My biggest hurt was a member who blogged about how music practice is so far from Christianity or loving one another. I couldn't agree more. I hate organizing a music practice and talking about the technical aspects of worship music. It is much easier to do it by myself, but that is IMPOSSIBLE to do with a group of people who have different backgrounds, music styles, etc. We need to practice. I would hope that he'd get out of his inward focus or self-righteous attitude and actually try to work as a team instead of bringing down the group and ruin the whole purpose of our being together.

This brings me to a topic that I blogged about sometime last year. The idea of complaining. These Christians who decide they hate everything about Christianity and relentlessly complain and never do anything about it annoy me. What's the point. I guess it is good to be thinking. I know I went through that phase, but there comes a time to move on; grow up! I hate to quote Ghandi, but really, "be the change you want to see in the world". If you want people in the church to love more, then stop complaining about it and love them more. If you want people to be in community together, then ask about their lives. Stop being pissed off that people don't pursue your every need and whine on a blog about how nobody cares about you and everything is superficial. Maybe stay and talk to people after a practice or service instead of bolting out the door to blog about how people are not acting like the "Church" and are just playing church.

Well, I'll get off my soap box. I am always failing at being a Christian, but I am so thankful for God's grace in my life and the huge blessings that he has given to Dan and me. We see God in so many aspects of our life and He continuously draws us nearer to Him. There are huge parts of me that want to be mad and crush the things that people say and do, but I know that I must keep my mouth shut (to their face at least) unless it becomes out of line and love them.

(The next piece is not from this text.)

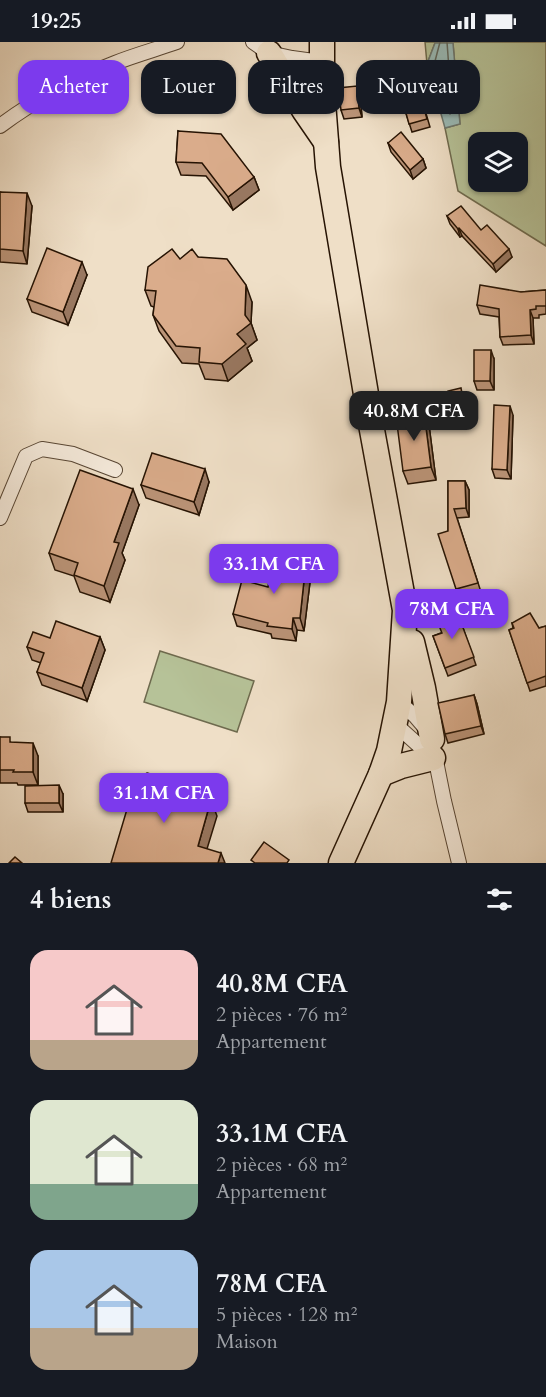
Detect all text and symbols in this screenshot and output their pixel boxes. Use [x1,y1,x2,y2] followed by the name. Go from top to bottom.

What does love look like? I believe it varies with each person and situation, but that is another topic. For now I will TRY and not take these things personally and will carry on with the amazing ministry that God has provided! I am excited and I will not let people's flesh or evil steal that from me!

1 Pet 5:5-11 "All of you, clothe yourselves with humility toward one another, because,"God opposes the proud but gives grace to the humble." Humble yourselves, therefore, under God's mighty hand, that he may lift you up in due time. Cast all your anxiety on him because he cares for you. Be self-controlled and alert. Your enemy the devil prowls around like a roaring lion looking for someone to devour. Resist him, standing firm in the faith, because you know that your brothers throughout the world are undergoing the same kind of sufferings. And the God of all grace, who called you to his eternal glory in Christ, after you have suffered a little while, will himself restore you and make you strong, firm and steadfast. To him be the power for ever and ever. Amen."